• EXTRACTED ENTRIES:
============
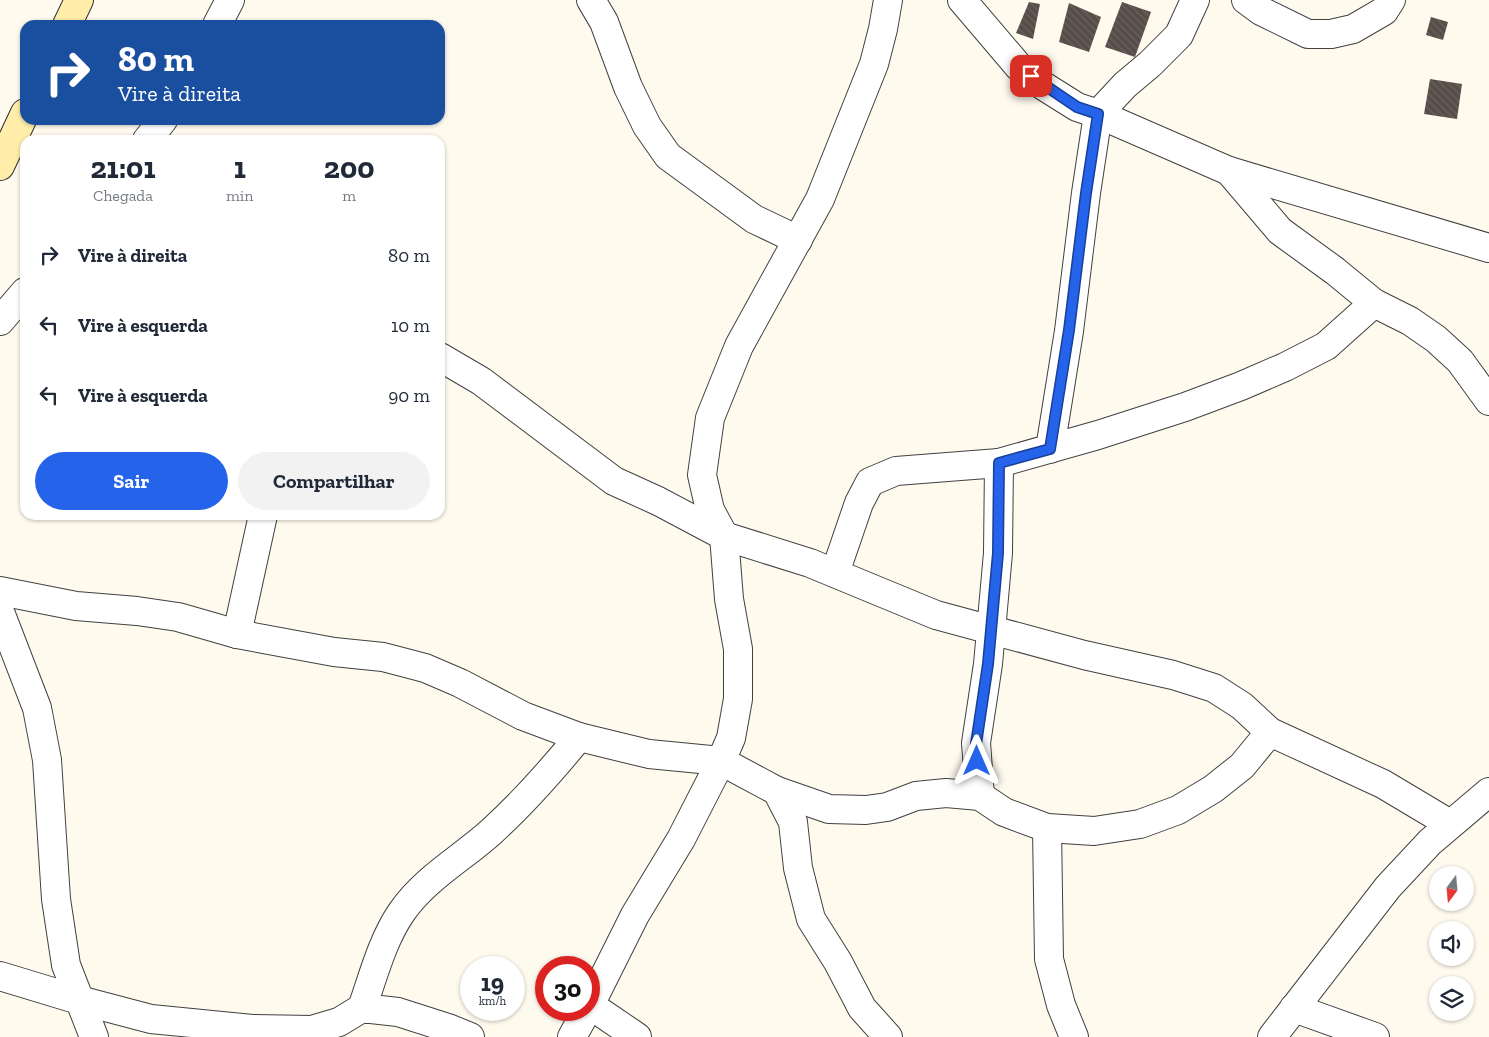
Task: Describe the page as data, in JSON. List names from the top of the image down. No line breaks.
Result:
{"north":"bottom","page":{"turn":["80 m","Vire à direita"],"eta":["21:01","Chegada","1","min","200","m"],"list":[{"name":"Vire à direita","value":"80 m"},{"name":"Vire à esquerda","value":"10 m"},{"name":"Vire à esquerda","value":"90 m"}],"buttons":["Sair","Compartilhar"],"speed":"19 km/h","limit":"30"}}
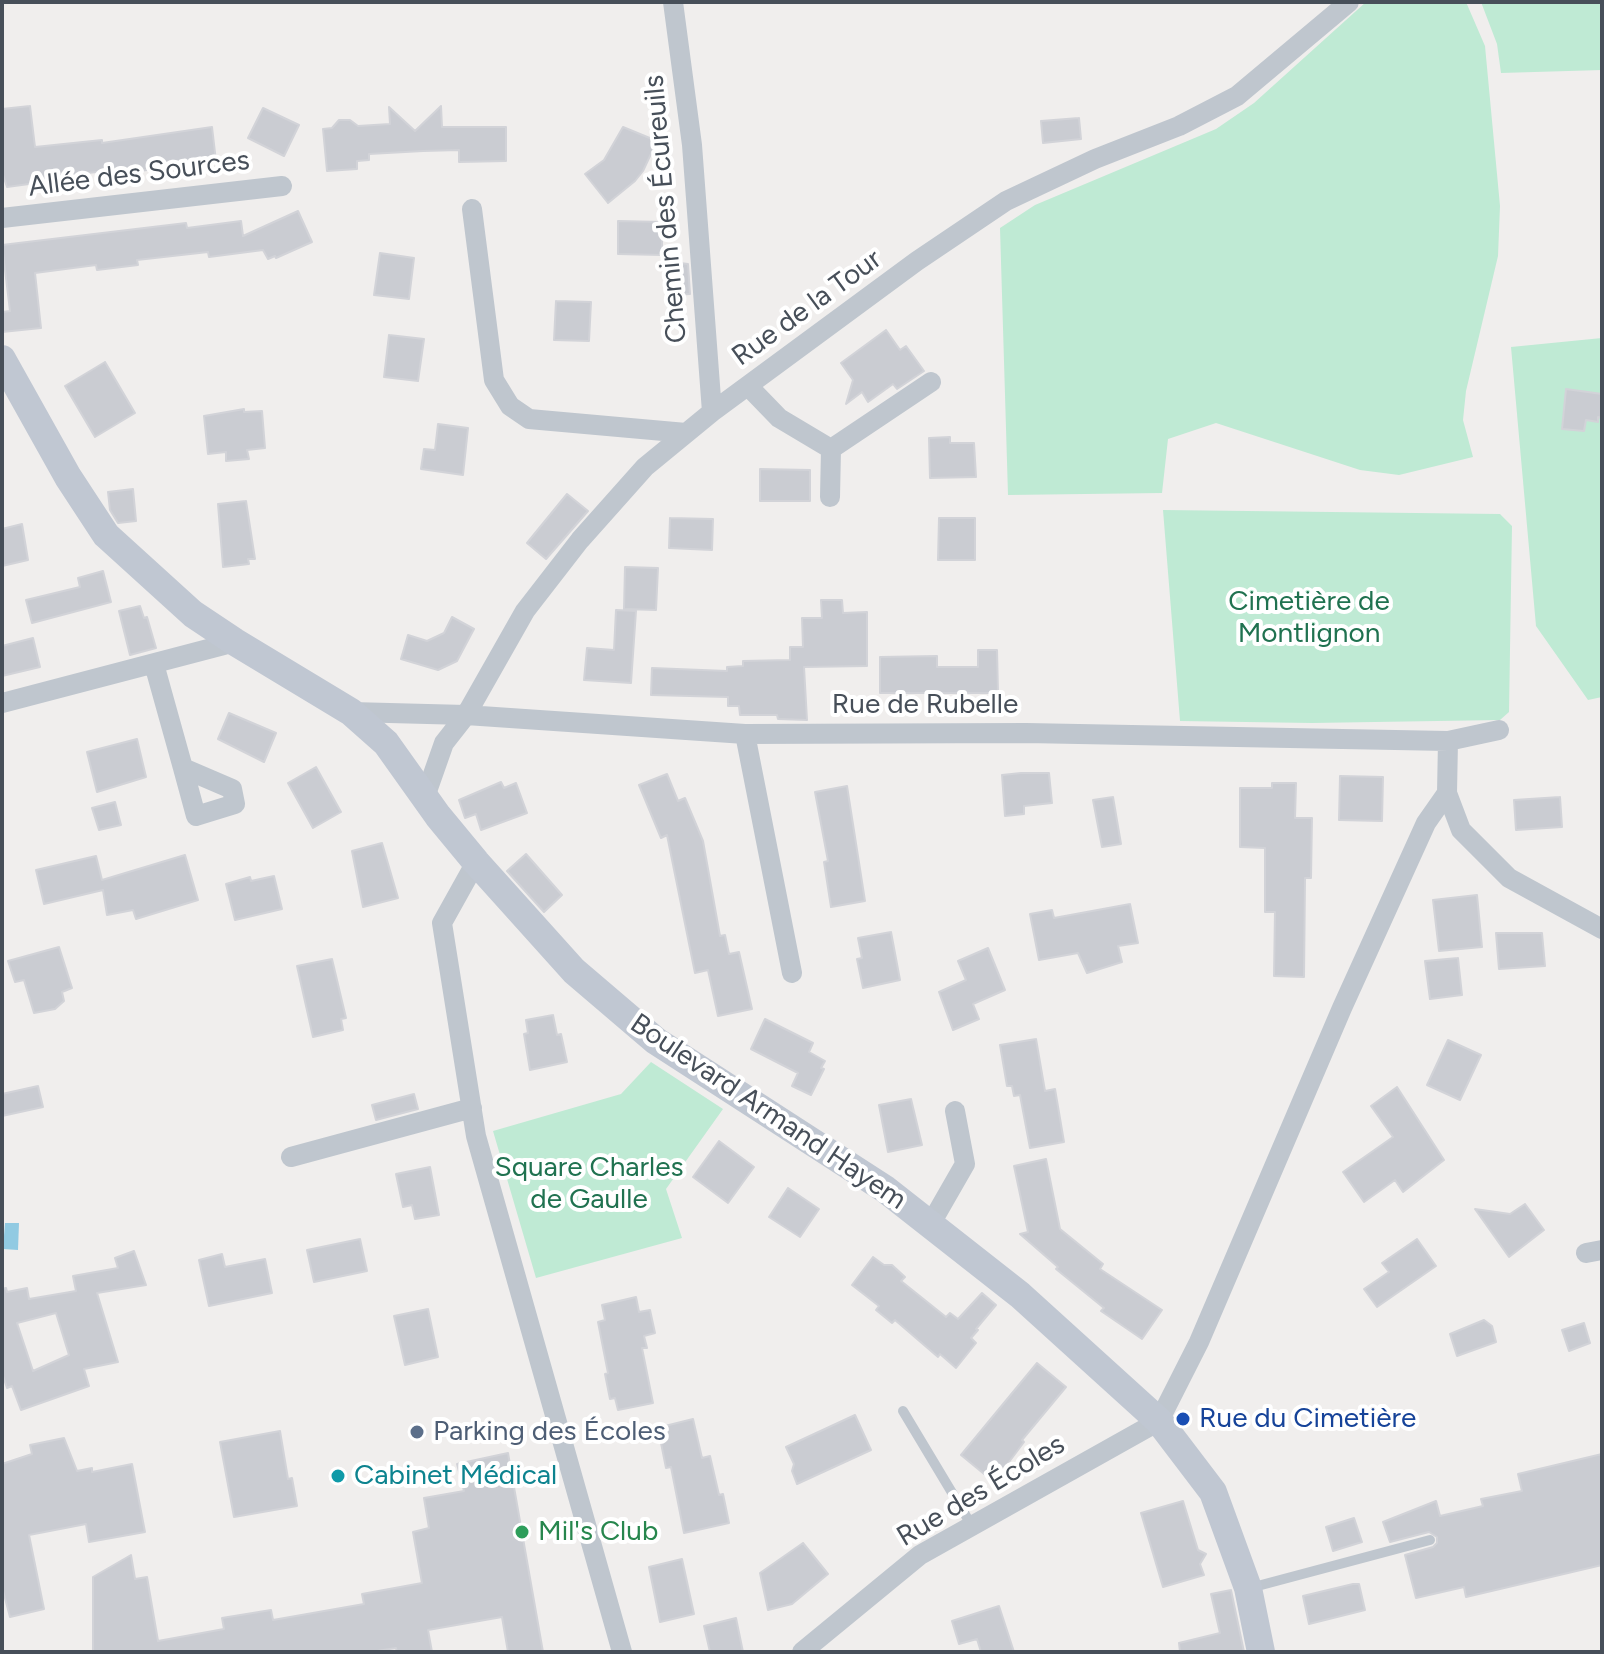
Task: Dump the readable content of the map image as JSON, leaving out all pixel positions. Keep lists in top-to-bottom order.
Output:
{
  "streets": {
    "main road": ["Boulevard Armand Hayem"],
    "street": [
      "Allée des Sources",
      "Chemin des Écureuils",
      "Rue de la Tour",
      "Rue de Rubelle",
      "Rue des Écoles"
    ]
  },
  "crossings": [
    ["Chemin des Écureuils", "Rue de la Tour"],
    ["Rue de la Tour", "Rue de Rubelle"],
    ["Rue de la Tour", "Boulevard Armand Hayem"],
    ["Rue de Rubelle", "Boulevard Armand Hayem"],
    ["Boulevard Armand Hayem", "Rue des Écoles"]
  ],
  "parks": ["Cimetière de Montlignon", "Square Charles de Gaulle"],
  "places": [
    "Rue du Cimetière",
    "Parking des Écoles",
    "Cabinet Médical",
    "Mil's Club"
  ]
}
============
• YOUR TASK:
Go through the data above and find the lines with the word "image". Copy each of those lines.

• FINISHED TASK:
Task: Describe the page as data, in JSON. List names from the top of the image down. No line breaks.
Task: Dump the readable content of the map image as JSON, leaving out all pixel positions. Keep lists in top-to-bottom order.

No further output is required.